Since she is mobilized to different customer sites throughout the year, she often has to restart this process, but says things are always improving as plant personnel become more used to seeing her on the front lines. “It is also about effective communication, giving them space, being on their level and eventually making them feel that I am one of them,” Iftikhar says. “I try to understand their problems and limitations. Once you’ve helped them solve a work problem, the relationship is cemented and in turn they will always be willing to lend all kinds of help and support.”

Iftikhar’s dream is to see a much bigger talent pool of female field engineers in Pakistan. To help realize this vision, she volunteers at the Citizens Foundation, where she mentors underprivileged girls.

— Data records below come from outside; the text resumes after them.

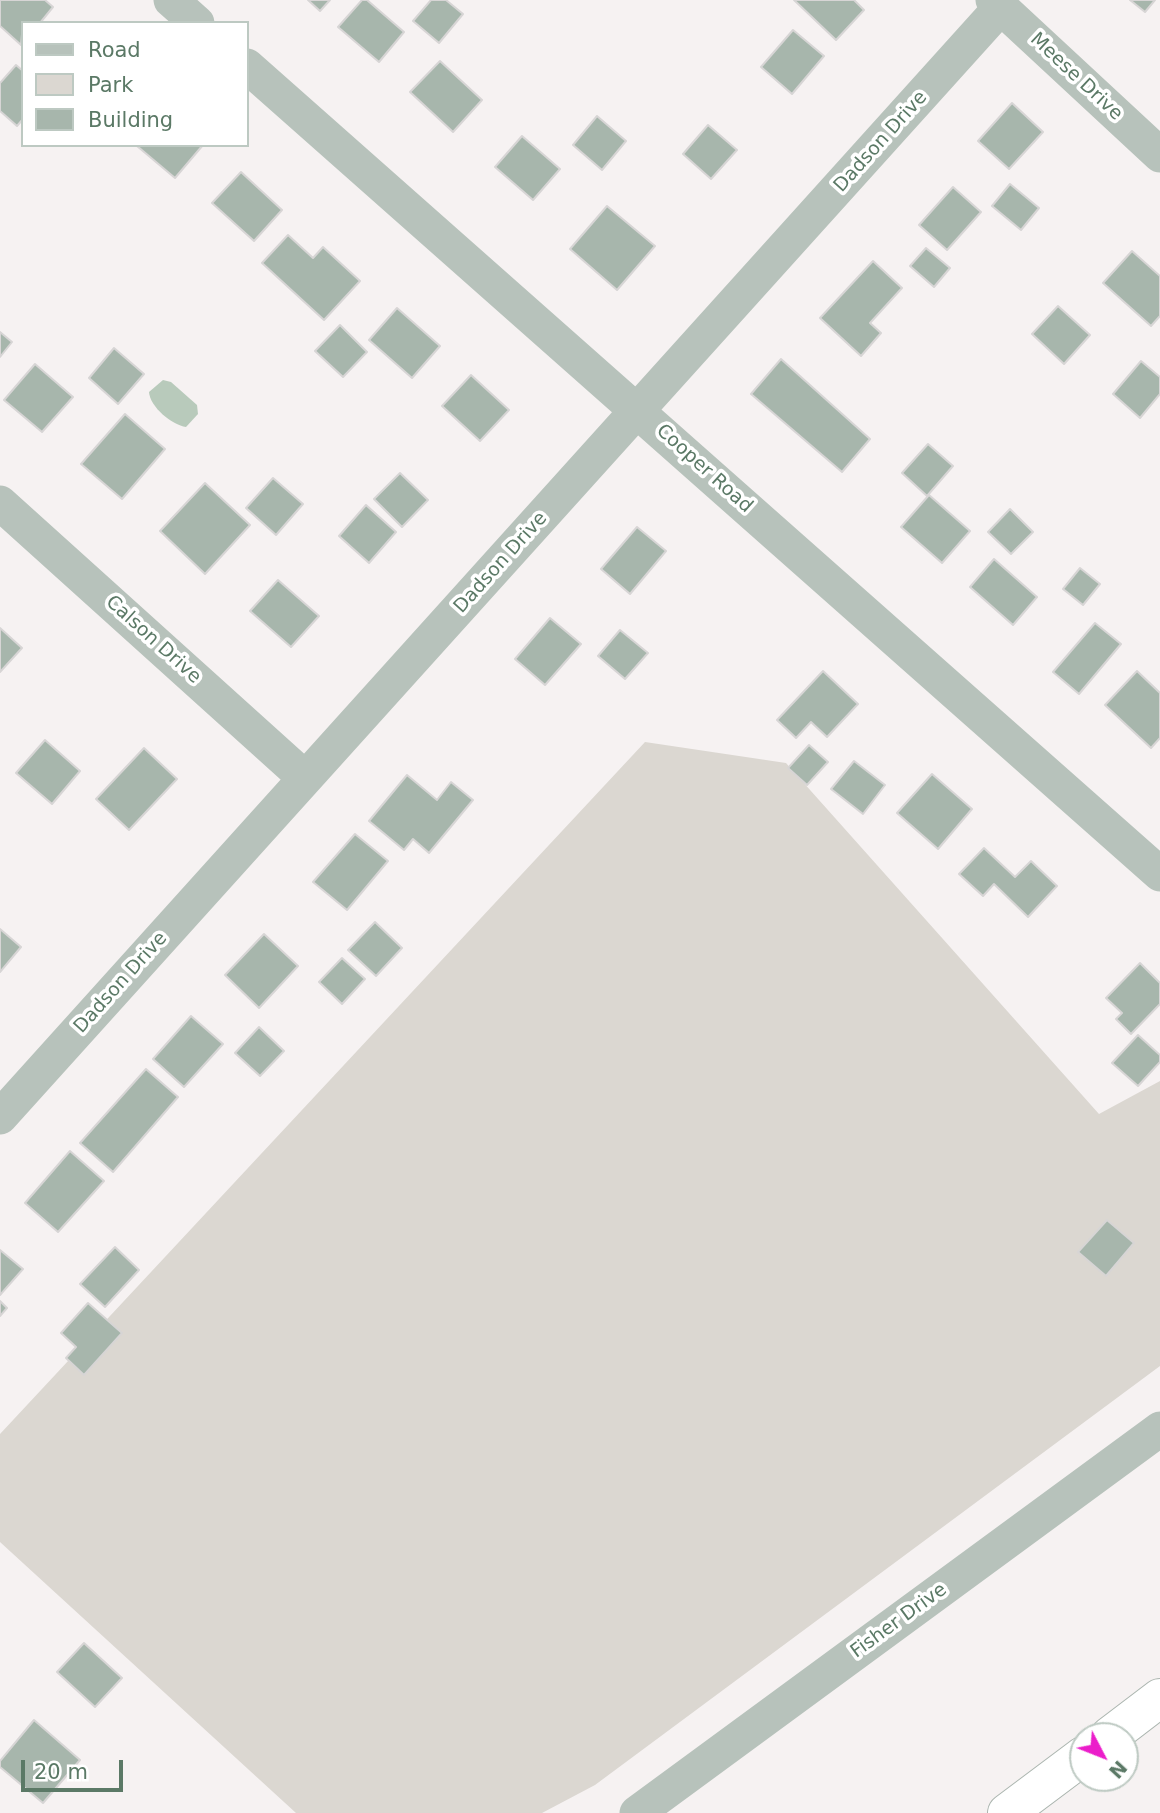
<!DOCTYPE html>
<html>
<head>
<meta charset="utf-8">
<style>
  body { margin:0 }
  #map { position:relative; width:1160px; height:1813px; overflow:hidden; background:#f6f2f2; font-family:"DejaVu Sans",sans-serif }
  canvas { display:block }
  .legend { position:absolute; left:21px; top:21px; width:228px; height:126px; box-sizing:border-box; background:#fff; border:2px solid #bdc9c2; margin:0; padding:9px 12px; list-style:none; font-size:21px; color:#5b7966 }
  .legend li { display:flex; align-items:center; gap:14px; height:35px }
  .legend b { width:35px; border:2px solid #bdc9c2 }
  .north { position:absolute; left:1069px; top:1722px; width:70px; height:70px; box-sizing:border-box; background:#fff; border:2px solid #bdc9c2; border-radius:50%; rotate:132deg; font-size:19px; font-weight:700; line-height:28px; text-align:center; color:#5b7966 }
  .north::after { content:''; display:block; margin:auto; width:24px; height:32px; background:#eb1dca; clip-path:polygon(50% 0,100% 100%,50% 72%,0 100%) }
  .scale { position:absolute; left:21px; top:1760px; width:102px; height:32px; box-sizing:border-box; border:4px solid #5b7966; border-top:0; padding-left:9px; font-size:21px; line-height:24px; white-space:nowrap; color:#5b7966; -webkit-text-stroke:5px #fff; paint-order:stroke }
</style>
</head>
<body>
<div id="map">
<canvas width="1160" height="1813"></canvas>
<ul class="legend">
<li><b style="height:9px;background:#b7c2bb"></b>Road</li>
<li><b style="height:19px;background:#dbd7d1"></b>Park</li>
<li><b style="height:19px;background:#a7b6ac"></b>Building</li>
</ul>
<div class="north">N</div>
<div class="scale">20 m</div>
</div>
<script>
const c = document.querySelector('canvas').getContext('2d');
c.lineJoin = 'round';
function fillPath(path, color) { c.fillStyle = color; c.fill(path, 'evenodd'); }
function strokePath(path, color, width, dash) { c.strokeStyle = color; c.lineWidth = width; c.lineCap = dash ? 'butt' : 'round'; c.setLineDash(dash || []); c.stroke(path); }
function drawText(font, color, halo, rows, align = 'center') {
  c.font = font + ' "DejaVu Sans",sans-serif'; c.lineWidth = 7; c.setLineDash([]); c.textBaseline = 'middle'; c.strokeStyle = halo; c.fillStyle = color; for (const [text, x, y, turn = 0] of rows) {
    c.save(); c.translate(x, y); c.rotate((+turn || 0) * Math.PI / 180); c.textAlign = isNaN(turn) ? turn : align; if (halo) c.strokeText(text, 0, 0); c.fillText(text, 0, 0); c.restore();
  }
}
fillPath(new Path2D(`
  M 645,742 L 786,763 L 1099,1114 L 1160,1081 L 1160,1366 L 595,1785 L 542,1813 L 296,1813 L 0,1542 L 0,1434 Z`), '#dbd7d1');
fillPath(new Path2D(`
  M 163,380 L 171,382 L 197,405 L 198,414 L 186,427 C 172,425 150,407 149,392 Z`), '#b8cabb');
const building = new Path2D(`
  M 0,0 L 45,0 L 53,7 L 40,23 L 23,23 L 21,45 L 0,26 Z
  M 308,0 L 330,0 L 320,11 Z
  M 362,0 L 367,0 L 404,32 L 379,62 L 338,27 Z
  M 431,0 L 446,0 L 463,14 L 439,43 L 413,21 Z
  M 794,0 L 854,0 L 864,10 L 836,40 Z
  M 1130,0 L 1155,0 L 1145,12 Z
  M 793,30 L 824,56 L 792,94 L 761,67 Z
  M 440,61 L 482,100 L 453,132 L 410,92 Z
  M 16,65 L 23,71 L 23,119 L 17,126 L 0,111 L 0,83 Z
  M 1012,103 L 1043,132 L 1009,169 L 978,141 Z
  M 597,116 L 626,141 L 602,170 L 573,145 Z
  M 708,125 L 737,150 L 711,179 L 683,154 Z
  M 522,136 L 560,169 L 533,200 L 495,167 Z
  M 203,145 L 175,178 L 137,146 L 137,145 Z
  M 241,172 L 282,210 L 254,241 L 212,203 Z
  M 1010,184 L 1039,208 L 1021,230 L 992,206 Z
  M 953,187 L 981,212 L 947,250 L 919,225 Z
  M 607,206 L 655,246 L 617,290 L 570,249 Z
  M 288,235 L 313,258 L 323,247 L 360,281 L 324,320 L 262,263 Z
  M 926,248 L 950,268 L 934,287 L 910,266 Z
  M 1132,251 L 1160,276 L 1160,316 L 1151,326 L 1103,283 Z
  M 873,261 L 902,288 L 870,323 L 881,333 L 861,356 L 820,318 Z
  M 1058,306 L 1090,335 L 1064,364 L 1032,334 Z
  M 397,308 L 440,346 L 412,378 L 369,340 Z
  M 340,325 L 367,352 L 343,377 L 315,351 Z
  M 0,332 L 12,342 L 0,357 Z
  M 114,348 L 144,374 L 118,404 L 89,378 Z
  M 781,359 L 870,439 L 842,472 L 751,394 Z
  M 1141,361 L 1160,377 L 1160,394 L 1140,418 L 1113,394 Z
  M 35,364 L 73,397 L 42,432 L 4,400 Z
  M 471,375 L 509,410 L 480,441 L 442,406 Z
  M 125,414 L 165,449 L 122,499 L 81,464 Z
  M 928,444 L 953,466 L 927,496 L 902,473 Z
  M 400,473 L 428,500 L 402,527 L 374,499 Z
  M 273,478 L 303,504 L 276,535 L 246,508 Z
  M 205,483 L 250,525 L 205,574 L 160,531 Z
  M 929,495 L 970,531 L 942,563 L 901,527 Z
  M 366,505 L 396,532 L 369,563 L 339,536 Z
  M 1010,509 L 1033,532 L 1011,554 L 988,532 Z
  M 637,527 L 666,551 L 630,594 L 601,569 Z
  M 994,559 L 1037,597 L 1013,625 L 970,587 Z
  M 1080,568 L 1100,584 L 1083,605 L 1063,589 Z
  M 278,580 L 319,616 L 291,647 L 250,611 Z
  M 550,618 L 581,644 L 545,685 L 515,659 Z
  M 1095,623 L 1121,644 L 1079,694 L 1053,672 Z
  M 0,628 L 22,648 L 0,672 Z
  M 620,630 L 648,653 L 625,679 L 598,656 Z
  M 823,671 L 858,704 L 827,737 L 811,722 L 796,738 L 777,720 Z
  M 1137,671 L 1160,693 L 1160,738 L 1151,748 L 1105,705 Z
  M 45,740 L 80,771 L 52,804 L 16,773 Z
  M 809,745 L 828,762 L 807,785 L 788,768 Z
  M 144,748 L 177,779 L 129,830 L 96,799 Z
  M 854,761 L 885,785 L 863,814 L 831,789 Z
  M 932,774 L 972,809 L 938,849 L 897,813 Z
  M 407,775 L 437,800 L 451,782 L 473,800 L 429,853 L 413,839 L 404,850 L 369,821 Z
  M 355,834 L 388,861 L 347,910 L 313,882 Z
  M 984,848 L 1015,877 L 1031,861 L 1057,886 L 1028,917 L 994,884 L 983,896 L 959,874 Z
  M 375,922 L 402,948 L 376,976 L 348,950 Z
  M 0,929 L 21,947 L 0,972 Z
  M 264,934 L 298,966 L 259,1008 L 225,975 Z
  M 342,958 L 365,979 L 342,1004 L 319,982 Z
  M 1140,963 L 1160,983 L 1160,1004 L 1131,1034 L 1116,1019 L 1122,1013 L 1106,998 Z
  M 191,1016 L 223,1044 L 184,1087 L 153,1059 Z
  M 259,1027 L 284,1051 L 260,1076 L 235,1053 Z
  M 1138,1035 L 1160,1055 L 1160,1062 L 1138,1086 L 1112,1063 Z
  M 146,1069 L 178,1097 L 113,1172 L 80,1143 Z
  M 70,1151 L 104,1181 L 58,1232 L 25,1203 Z
  M 1107,1220 L 1134,1243 L 1106,1276 L 1078,1252 Z
  M 115,1247 L 139,1270 L 105,1307 L 80,1284 Z
  M 0,1250 L 23,1269 L 0,1295 Z
  M 0,1301 L 7,1308 L 0,1316 Z
  M 88,1303 L 122,1333 L 84,1375 L 66,1358 L 76,1347 L 61,1333 Z
  M 84,1643 L 122,1678 L 95,1707 L 57,1672 Z
  M 34,1720 L 80,1760 L 43,1803 L 0,1767 L 0,1761 Z`);
fillPath(building, '#a7b6ac');
strokePath(building, '#d7d5d5', 2);
const motorway = new Path2D(`
  M 1110,1736 L 1160,1698
  M 1007,1813 L 1083,1756`);
strokePath(motorway, '#abb5af', 40);
strokePath(new Path2D(`
  M 171,0 L 197,23
  M 993,0 L 1160,155
  M 247,66 L 1160,874
  M 0,503 L 305,778
  M 0,1117 L 1001,7
  M 637,1813 L 1160,1429`), '#b7c2bb', 35);
strokePath(motorway, '#fff', 38);
drawText('19px', '#5b7966', '#fff', [
  ["Meese Drive",1076,77,43],
  ["Dadson Drive",881,142,-48],
  ["Cooper Road",704,469,42],
  ["Dadson Drive",501,563,-48],
  ["Calson Drive",153,640,42],
  ["Dadson Drive",121,983,-48],
  ["Fisher Drive",899,1621,-36]
]);
</script>
</body>
</html>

The experience was an awakening. “Some of them were girls who used to work as maids after coming home from school,” she says. “My parents gave me everything. I didn’t have to struggle to pay my school fees or anything like that.” Iftikhar realized the girls she mentors don’t just have to overcome the gender divide — they also have to wrestle with one presented by class. She was saddened to see the girls’ struggles up close: Their ability at math alone was not enough. They lacked the ecosystem to make it beyond a prescribed path.

But Iftikhar hopes that just seeing her as a field engineer might light a spark in the girls — much like Jodie Foster did for Iftikhar when she was a young girl.